We understood that the Taoiseach had a plan to take the country out of recession but this Bill introduces 17 new taxes aimed at ordinary taxpayers, raising an average of €2,500 from a typical household. The Minister has been forced by the Opposition and the general public into a U-turn on the income levy provision, which is now a little more equitable than its original form, but there are still serious problems for self-employed people where their gross income is being utilised as the base. In the farming sector, for example, most farmers have been forced to make major investments on their farms for environmental reasons. That investment will not increase their incomes by one cent but the normal depreciation allowance will not be allowed.

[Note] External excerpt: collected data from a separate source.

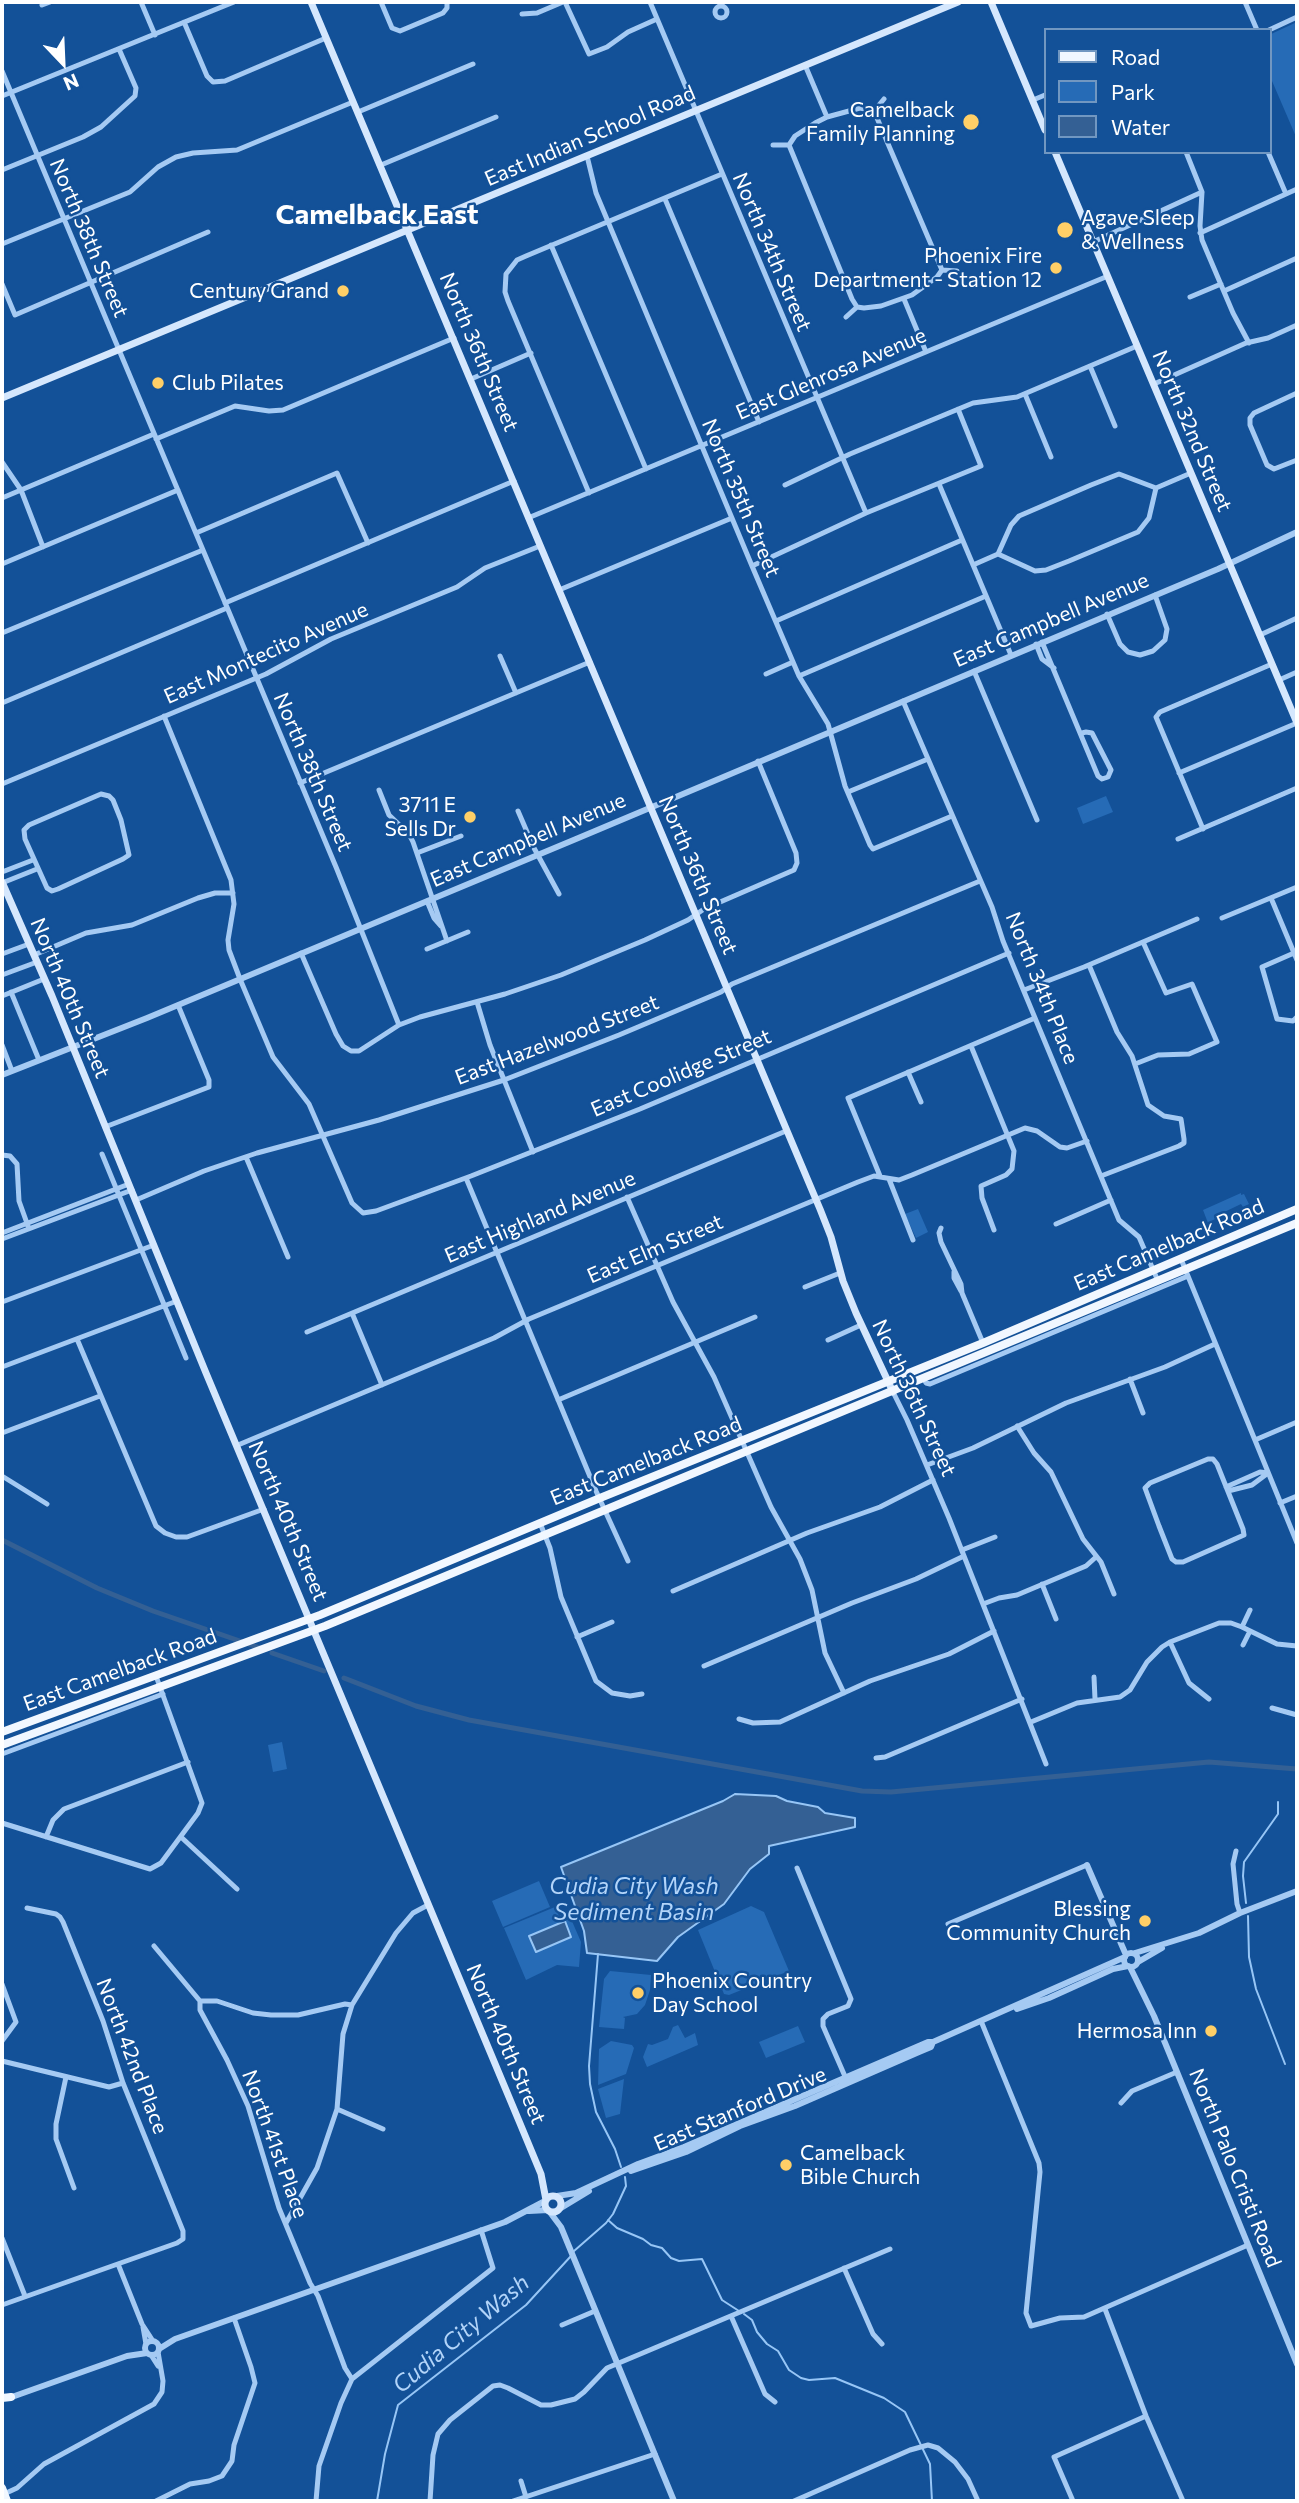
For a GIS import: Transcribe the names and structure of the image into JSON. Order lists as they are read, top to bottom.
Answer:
{
  "streets": {
    "main road": [
      "East Indian School Road",
      "North 36th Street",
      "North 32nd Street",
      "North 40th Street",
      "East Camelback Road"
    ],
    "street": [
      "North 38th Street",
      "North 34th Street",
      "East Glenrosa Avenue",
      "North 35th Street",
      "East Campbell Avenue",
      "East Montecito Avenue",
      "North 34th Place",
      "East Hazelwood Street",
      "East Coolidge Street",
      "East Highland Avenue",
      "East Elm Street",
      "North 42nd Place",
      "East Stanford Drive",
      "North 41st Place",
      "North Palo Cristi Road"
    ]
  },
  "crossings": [
    ["East Indian School Road", "North 38th Street"],
    ["East Indian School Road", "North 34th Street"],
    ["East Indian School Road", "North 36th Street"],
    ["East Indian School Road", "North 35th Street"],
    ["North 38th Street", "East Campbell Avenue"],
    ["North 38th Street", "East Montecito Avenue"],
    ["North 34th Street", "East Glenrosa Avenue"],
    ["North 36th Street", "East Glenrosa Avenue"],
    ["North 36th Street", "East Campbell Avenue"],
    ["North 36th Street", "East Montecito Avenue"],
    ["North 36th Street", "East Hazelwood Street"],
    ["North 36th Street", "East Coolidge Street"],
    ["North 36th Street", "East Highland Avenue"],
    ["North 36th Street", "East Camelback Road"],
    ["North 36th Street", "East Elm Street"],
    ["East Glenrosa Avenue", "North 32nd Street"],
    ["East Glenrosa Avenue", "North 35th Street"],
    ["North 32nd Street", "East Campbell Avenue"],
    ["North 35th Street", "East Campbell Avenue"],
    ["North 35th Street", "North 34th Place"],
    ["East Campbell Avenue", "North 34th Place"],
    ["East Campbell Avenue", "North 40th Street"],
    ["North 34th Place", "East Hazelwood Street"],
    ["North 34th Place", "East Coolidge Street"],
    ["North 34th Place", "East Camelback Road"],
    ["North 40th Street", "East Hazelwood Street"],
    ["North 40th Street", "East Camelback Road"],
    ["North 40th Street", "East Elm Street"],
    ["North 40th Street", "East Stanford Drive"],
    ["East Hazelwood Street", "East Coolidge Street"],
    ["East Stanford Drive", "North Palo Cristi Road"]
  ],
  "districts": ["Camelback East"],
  "water": ["Cudia City Wash Sediment Basin", "Cudia City Wash"],
  "places": [
    "Camelback Family Planning",
    "Agave Sleep & Wellness",
    "Phoenix Fire Department - Station 12",
    "Century Grand",
    "Club Pilates",
    "3711 E Sells Dr",
    "Blessing Community Church",
    "Phoenix Country Day School",
    "Hermosa Inn",
    "Camelback Bible Church"
  ],
  "legend": ["Road", "Park", "Water"],
  "north": "bottom right"
}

When the Government took initial steps to deal with the banking problems it was supported by the Fine Gael Party. However, it is totally unacceptable that the current uncertainty be allowed to continue, putting serious pressure on small industries for whom necessary and normal overdrafts are no longer available. It is vital the Minister brings his discussions with the banks to a speedy conclusion to ensure that finance is available to small businesses. Otherwise, more jobs will be lost and our best workers will either emigrate or join the swelling dole queues, thus increasing costs to the State.

It is unreal that at a time of economic difficulty, the Government has chosen to target education. There is no doubt the increase in class sizes and the lack of teachers and support services will mean that disadvantaged children and those with disabilities will have a lesser chance of obtaining employment on leaving school and will, in the long term, cost the country much more.

I cannot leave the subject of the budget and this Finance Bill without referring to the complete lack of leadership and responsibility at the Department of Health and Children and the HSE. The Finance Bill itself does not deal with the medical cards for those over 70. I understand that the medical card fiasco will be dealt with in separate legislation. However, it is impossible to understand the logic of a Minister and her appointees closing public hospital wards, such as the orthopaedic ward at Our Lady's Hospital in Navan, where there are state-of-the-art theatres and top quality staff. Patients who should have been operated on in that facility are now being sent to private facilities and their treatment is being funded under the National Treatment Purchase Fund or under private health insurance. Clearly, for the Minister for Health and Children, it is more important to prop up her friends in the private sector than to deal with the mismanagement of public health services.

While I welcome the U-turn in the Finance Bill vis-À-vis the original budget statement that full tax relief would not be available to those who must pay nursing home charges, the fact that the so-called fair deal has been delayed indefinitely and its financial structures severely limited will have a major effect on many families in the future.

I welcome the fact the Minister for Finance is committed to examining the overall cost of public service. Once again, however, rather than demand responsibility from the 33 Ministers and Ministers of State, he has decided to set up another independent review. Unfortunately, the track record of this Government in dealing with problems highlighted by the Opposition, the national media or independent reviews is not promising. I do not expect a better result from this latest review, unless the Taoiseach and Minister for Finance accept that major surgery is needed to bring the cost of running this country under control and to regain our lost competitiveness.